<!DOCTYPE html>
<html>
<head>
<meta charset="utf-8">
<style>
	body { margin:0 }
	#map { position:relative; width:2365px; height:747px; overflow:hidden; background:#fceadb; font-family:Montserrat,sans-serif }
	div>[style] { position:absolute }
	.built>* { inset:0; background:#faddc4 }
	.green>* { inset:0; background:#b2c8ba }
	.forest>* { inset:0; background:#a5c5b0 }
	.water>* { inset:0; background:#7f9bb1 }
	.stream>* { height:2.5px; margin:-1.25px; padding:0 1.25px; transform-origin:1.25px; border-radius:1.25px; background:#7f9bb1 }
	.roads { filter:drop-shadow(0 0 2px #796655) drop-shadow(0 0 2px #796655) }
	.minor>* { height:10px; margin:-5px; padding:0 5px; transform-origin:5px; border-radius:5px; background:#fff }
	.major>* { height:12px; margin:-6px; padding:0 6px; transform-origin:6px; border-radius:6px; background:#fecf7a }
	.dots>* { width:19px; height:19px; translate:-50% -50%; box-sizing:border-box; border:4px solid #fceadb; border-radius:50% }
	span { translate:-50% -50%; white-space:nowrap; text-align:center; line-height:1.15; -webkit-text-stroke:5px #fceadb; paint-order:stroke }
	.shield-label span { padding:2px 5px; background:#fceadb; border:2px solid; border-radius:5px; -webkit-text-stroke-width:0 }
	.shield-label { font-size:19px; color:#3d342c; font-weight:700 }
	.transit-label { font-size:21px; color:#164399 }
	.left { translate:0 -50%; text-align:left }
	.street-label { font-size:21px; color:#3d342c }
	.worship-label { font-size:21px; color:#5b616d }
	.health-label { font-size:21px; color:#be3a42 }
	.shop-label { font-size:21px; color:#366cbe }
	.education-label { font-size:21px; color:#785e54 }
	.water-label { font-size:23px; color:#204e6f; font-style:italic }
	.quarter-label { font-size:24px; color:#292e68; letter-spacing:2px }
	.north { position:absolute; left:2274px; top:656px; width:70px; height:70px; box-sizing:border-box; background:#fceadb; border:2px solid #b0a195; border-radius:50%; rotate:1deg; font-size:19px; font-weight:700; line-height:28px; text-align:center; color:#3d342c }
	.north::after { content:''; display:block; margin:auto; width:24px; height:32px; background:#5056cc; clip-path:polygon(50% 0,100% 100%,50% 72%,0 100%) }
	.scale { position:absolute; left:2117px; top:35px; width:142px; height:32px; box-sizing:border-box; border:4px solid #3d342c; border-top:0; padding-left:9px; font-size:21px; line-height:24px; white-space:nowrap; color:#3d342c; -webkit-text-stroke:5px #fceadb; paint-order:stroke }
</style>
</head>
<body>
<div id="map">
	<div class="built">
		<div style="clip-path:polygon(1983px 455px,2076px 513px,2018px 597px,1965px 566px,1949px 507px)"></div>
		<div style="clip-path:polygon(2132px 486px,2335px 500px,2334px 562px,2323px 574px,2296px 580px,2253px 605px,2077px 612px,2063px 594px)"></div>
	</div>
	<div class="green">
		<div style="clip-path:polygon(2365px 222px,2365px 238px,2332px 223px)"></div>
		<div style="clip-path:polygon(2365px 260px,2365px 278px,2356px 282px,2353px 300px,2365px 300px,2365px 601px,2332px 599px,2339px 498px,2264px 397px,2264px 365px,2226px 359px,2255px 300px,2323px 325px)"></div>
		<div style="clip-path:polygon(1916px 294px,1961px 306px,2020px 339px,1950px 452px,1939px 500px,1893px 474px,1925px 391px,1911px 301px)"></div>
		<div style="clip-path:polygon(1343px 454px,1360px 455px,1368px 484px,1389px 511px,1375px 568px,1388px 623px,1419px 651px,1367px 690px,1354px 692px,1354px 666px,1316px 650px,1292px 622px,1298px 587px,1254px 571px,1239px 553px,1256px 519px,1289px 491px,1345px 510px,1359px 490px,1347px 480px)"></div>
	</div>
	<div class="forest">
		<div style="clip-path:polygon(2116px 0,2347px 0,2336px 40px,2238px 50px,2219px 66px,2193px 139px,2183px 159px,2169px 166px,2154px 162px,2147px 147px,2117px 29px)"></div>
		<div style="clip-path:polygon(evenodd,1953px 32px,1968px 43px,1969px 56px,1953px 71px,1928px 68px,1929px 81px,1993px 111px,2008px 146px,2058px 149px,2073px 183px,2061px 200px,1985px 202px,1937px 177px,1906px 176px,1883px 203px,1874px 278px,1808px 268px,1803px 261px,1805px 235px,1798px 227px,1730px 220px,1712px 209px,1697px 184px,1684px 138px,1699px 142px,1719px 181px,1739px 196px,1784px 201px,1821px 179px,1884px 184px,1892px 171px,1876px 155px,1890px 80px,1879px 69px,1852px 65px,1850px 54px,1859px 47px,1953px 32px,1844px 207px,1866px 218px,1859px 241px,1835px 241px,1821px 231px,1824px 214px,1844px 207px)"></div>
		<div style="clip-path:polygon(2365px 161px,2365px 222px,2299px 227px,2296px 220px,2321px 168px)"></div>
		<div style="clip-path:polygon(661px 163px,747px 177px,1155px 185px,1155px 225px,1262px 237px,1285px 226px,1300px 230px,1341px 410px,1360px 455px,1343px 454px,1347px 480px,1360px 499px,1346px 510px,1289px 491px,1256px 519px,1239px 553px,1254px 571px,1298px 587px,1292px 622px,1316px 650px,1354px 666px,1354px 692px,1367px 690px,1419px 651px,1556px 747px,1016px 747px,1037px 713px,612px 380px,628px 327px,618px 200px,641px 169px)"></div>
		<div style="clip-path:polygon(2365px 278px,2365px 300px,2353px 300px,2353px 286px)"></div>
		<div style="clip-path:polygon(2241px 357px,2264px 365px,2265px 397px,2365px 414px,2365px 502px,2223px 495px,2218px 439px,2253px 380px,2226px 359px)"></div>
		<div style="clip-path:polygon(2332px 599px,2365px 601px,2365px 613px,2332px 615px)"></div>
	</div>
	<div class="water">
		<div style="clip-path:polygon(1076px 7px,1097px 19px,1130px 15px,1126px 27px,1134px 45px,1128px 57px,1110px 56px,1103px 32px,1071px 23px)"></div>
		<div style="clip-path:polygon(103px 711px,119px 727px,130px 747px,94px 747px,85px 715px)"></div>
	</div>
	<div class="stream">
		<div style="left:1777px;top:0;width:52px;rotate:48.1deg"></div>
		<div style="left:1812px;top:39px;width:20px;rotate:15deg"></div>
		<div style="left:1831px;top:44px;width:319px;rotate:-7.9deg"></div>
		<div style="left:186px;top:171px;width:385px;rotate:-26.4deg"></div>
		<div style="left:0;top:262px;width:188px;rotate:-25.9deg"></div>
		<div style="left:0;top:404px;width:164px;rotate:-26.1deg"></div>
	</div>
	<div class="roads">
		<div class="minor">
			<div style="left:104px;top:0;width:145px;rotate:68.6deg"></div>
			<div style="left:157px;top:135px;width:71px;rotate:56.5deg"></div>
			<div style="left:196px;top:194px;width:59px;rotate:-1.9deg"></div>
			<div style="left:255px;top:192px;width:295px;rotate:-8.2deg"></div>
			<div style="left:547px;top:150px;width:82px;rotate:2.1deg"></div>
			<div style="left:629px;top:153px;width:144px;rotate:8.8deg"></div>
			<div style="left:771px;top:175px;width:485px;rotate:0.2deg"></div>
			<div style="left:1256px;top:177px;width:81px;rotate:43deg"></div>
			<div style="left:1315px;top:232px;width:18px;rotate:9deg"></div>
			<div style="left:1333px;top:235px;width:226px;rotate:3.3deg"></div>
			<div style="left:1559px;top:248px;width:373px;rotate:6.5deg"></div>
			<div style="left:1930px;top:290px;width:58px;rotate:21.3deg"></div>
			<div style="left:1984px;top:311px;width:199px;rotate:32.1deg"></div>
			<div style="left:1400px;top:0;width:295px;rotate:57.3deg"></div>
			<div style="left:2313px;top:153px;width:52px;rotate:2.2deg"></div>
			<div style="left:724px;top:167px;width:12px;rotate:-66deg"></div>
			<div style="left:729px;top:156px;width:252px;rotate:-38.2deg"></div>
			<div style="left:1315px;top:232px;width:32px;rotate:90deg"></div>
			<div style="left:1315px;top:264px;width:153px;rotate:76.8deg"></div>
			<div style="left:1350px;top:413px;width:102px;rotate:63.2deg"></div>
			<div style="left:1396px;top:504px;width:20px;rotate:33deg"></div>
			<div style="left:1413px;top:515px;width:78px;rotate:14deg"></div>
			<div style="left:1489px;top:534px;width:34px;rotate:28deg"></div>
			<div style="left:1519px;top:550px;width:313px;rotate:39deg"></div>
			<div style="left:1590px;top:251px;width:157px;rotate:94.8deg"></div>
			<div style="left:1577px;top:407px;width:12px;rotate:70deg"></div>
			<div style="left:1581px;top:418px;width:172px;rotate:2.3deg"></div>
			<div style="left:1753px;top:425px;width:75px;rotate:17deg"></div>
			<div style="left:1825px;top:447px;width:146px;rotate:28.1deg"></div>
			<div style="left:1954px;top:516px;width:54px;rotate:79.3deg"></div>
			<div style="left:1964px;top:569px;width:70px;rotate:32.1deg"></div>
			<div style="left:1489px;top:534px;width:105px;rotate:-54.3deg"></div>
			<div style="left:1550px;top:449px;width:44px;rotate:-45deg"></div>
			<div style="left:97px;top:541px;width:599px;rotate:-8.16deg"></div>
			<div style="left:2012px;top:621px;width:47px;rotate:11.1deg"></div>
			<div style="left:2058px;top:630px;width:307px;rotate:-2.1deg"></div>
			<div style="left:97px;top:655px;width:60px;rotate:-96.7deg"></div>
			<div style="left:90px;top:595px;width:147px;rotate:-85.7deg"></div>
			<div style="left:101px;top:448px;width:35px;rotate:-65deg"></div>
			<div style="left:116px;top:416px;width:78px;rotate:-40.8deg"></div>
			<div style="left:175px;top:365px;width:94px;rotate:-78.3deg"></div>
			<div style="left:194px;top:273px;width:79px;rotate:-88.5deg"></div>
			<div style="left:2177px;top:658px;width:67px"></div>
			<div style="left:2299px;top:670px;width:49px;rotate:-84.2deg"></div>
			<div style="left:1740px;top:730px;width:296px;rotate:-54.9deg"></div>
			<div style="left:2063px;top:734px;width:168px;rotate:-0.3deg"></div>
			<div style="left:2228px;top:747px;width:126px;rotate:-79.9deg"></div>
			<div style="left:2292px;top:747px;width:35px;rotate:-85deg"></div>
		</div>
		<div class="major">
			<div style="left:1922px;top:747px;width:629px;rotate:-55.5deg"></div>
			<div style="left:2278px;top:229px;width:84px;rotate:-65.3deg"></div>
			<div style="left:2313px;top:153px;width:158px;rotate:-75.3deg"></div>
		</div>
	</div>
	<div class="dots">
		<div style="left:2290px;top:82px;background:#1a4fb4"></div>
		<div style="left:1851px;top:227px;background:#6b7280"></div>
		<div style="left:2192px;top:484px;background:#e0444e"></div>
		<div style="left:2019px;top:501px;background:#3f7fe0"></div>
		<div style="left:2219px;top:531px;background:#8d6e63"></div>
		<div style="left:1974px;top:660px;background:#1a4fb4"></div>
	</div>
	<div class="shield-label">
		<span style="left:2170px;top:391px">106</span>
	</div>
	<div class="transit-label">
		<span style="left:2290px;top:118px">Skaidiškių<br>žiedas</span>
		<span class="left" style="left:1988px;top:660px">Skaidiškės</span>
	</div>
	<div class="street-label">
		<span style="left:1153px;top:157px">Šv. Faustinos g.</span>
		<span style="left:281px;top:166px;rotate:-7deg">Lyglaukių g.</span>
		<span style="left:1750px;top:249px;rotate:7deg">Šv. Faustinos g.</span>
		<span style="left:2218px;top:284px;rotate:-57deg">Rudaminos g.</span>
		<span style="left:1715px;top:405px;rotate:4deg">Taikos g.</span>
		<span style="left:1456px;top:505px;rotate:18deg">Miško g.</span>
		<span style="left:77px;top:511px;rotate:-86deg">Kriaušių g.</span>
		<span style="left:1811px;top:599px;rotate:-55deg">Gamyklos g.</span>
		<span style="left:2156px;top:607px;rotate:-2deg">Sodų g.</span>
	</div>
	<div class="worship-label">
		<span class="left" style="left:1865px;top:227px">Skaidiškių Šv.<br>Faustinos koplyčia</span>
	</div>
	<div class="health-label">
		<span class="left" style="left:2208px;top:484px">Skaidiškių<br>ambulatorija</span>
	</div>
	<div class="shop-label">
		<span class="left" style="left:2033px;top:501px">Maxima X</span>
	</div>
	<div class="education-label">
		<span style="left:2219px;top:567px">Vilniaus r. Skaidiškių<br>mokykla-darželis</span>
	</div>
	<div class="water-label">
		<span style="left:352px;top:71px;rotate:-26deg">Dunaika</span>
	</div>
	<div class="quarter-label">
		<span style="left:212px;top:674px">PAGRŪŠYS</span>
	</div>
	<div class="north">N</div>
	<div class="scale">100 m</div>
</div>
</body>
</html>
====================
Once every line of the material holding the word "stream" has been counted, report the total and nothing more.

### ANSWER
2